▶ _WHAT YOU SHOULD DO_
From the records below, pull each line that has "index".

▶ _Stored records_
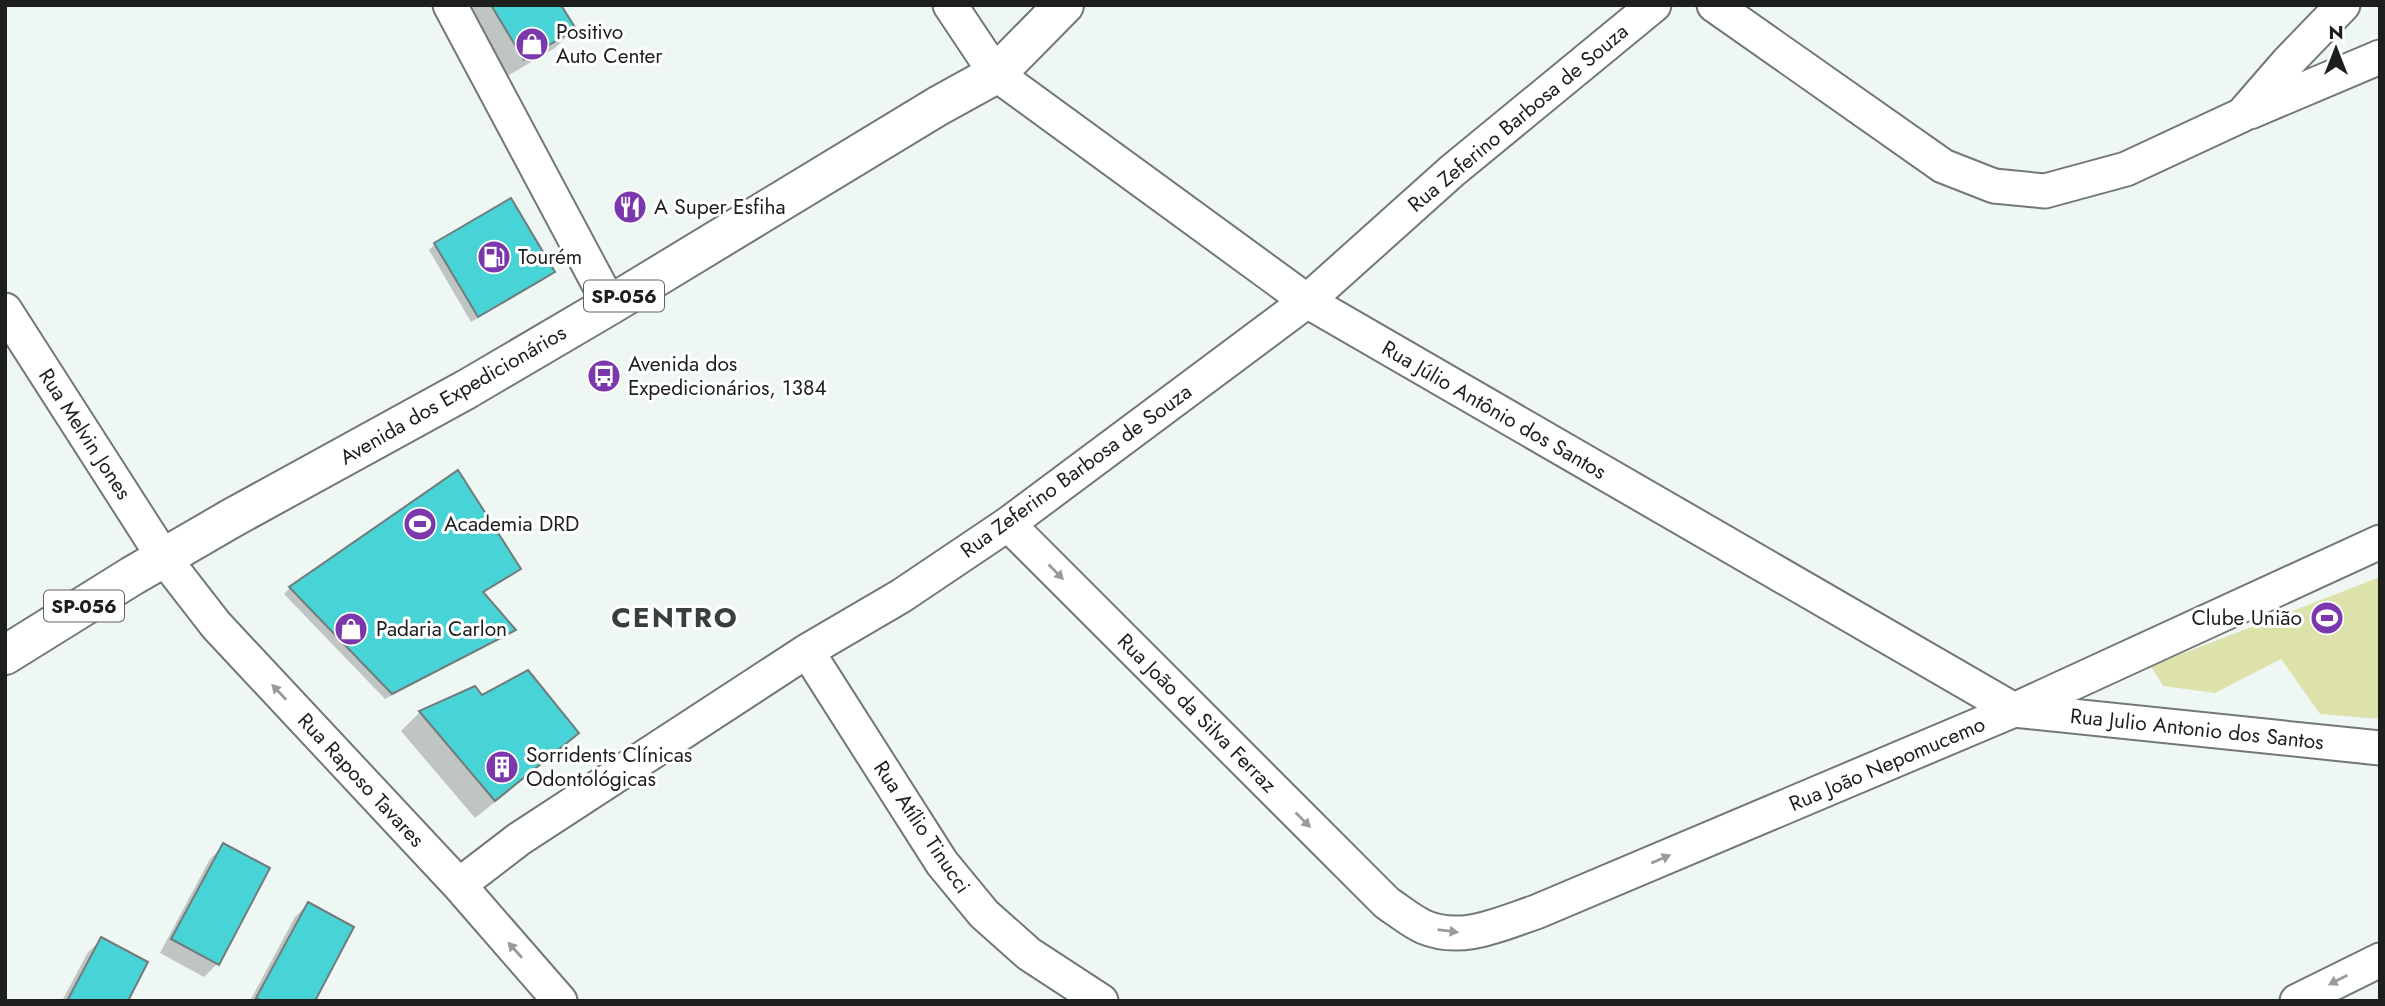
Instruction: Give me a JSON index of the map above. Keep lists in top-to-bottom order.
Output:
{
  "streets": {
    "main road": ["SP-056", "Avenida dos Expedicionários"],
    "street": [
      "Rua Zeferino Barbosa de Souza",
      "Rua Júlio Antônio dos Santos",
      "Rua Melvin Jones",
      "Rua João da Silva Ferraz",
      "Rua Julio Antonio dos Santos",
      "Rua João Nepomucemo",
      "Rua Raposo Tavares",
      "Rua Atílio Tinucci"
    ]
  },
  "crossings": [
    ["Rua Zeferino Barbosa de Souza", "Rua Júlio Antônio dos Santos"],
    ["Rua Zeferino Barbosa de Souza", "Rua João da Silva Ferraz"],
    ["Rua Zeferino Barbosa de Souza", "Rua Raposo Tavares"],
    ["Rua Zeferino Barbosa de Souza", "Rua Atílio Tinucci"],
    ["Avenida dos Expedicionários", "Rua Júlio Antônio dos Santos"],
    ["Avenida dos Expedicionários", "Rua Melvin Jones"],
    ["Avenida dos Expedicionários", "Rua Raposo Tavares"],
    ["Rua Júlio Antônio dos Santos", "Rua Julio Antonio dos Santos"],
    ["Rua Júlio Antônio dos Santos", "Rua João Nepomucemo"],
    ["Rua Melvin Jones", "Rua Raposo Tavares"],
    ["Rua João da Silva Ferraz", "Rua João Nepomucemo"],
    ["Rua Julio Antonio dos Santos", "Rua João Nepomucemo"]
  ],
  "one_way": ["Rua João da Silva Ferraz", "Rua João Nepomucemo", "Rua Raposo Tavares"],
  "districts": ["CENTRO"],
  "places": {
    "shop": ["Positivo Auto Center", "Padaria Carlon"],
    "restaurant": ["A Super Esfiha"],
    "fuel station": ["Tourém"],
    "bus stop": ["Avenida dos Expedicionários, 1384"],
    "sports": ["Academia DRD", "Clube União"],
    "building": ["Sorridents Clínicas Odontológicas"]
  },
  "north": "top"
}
--
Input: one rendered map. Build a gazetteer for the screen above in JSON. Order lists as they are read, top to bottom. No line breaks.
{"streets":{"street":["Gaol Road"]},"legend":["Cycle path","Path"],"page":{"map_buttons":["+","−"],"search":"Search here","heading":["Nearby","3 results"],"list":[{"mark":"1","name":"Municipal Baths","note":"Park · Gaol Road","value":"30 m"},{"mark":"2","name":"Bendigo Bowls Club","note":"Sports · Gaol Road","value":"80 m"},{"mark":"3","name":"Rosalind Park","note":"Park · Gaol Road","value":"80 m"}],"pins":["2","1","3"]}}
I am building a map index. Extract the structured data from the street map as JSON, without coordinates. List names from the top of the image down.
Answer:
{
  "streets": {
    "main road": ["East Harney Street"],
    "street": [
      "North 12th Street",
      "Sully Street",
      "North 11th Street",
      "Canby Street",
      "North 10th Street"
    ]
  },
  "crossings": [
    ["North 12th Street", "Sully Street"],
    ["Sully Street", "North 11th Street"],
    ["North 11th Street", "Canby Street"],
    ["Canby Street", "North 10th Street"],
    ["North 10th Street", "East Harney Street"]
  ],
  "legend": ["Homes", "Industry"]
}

▶ _RESPONSE BOX_
Instruction: Give me a JSON index of the map above. Keep lists in top-to-bottom order.
I am building a map index. Extract the structured data from the street map as JSON, without coordinates. List names from the top of the image down.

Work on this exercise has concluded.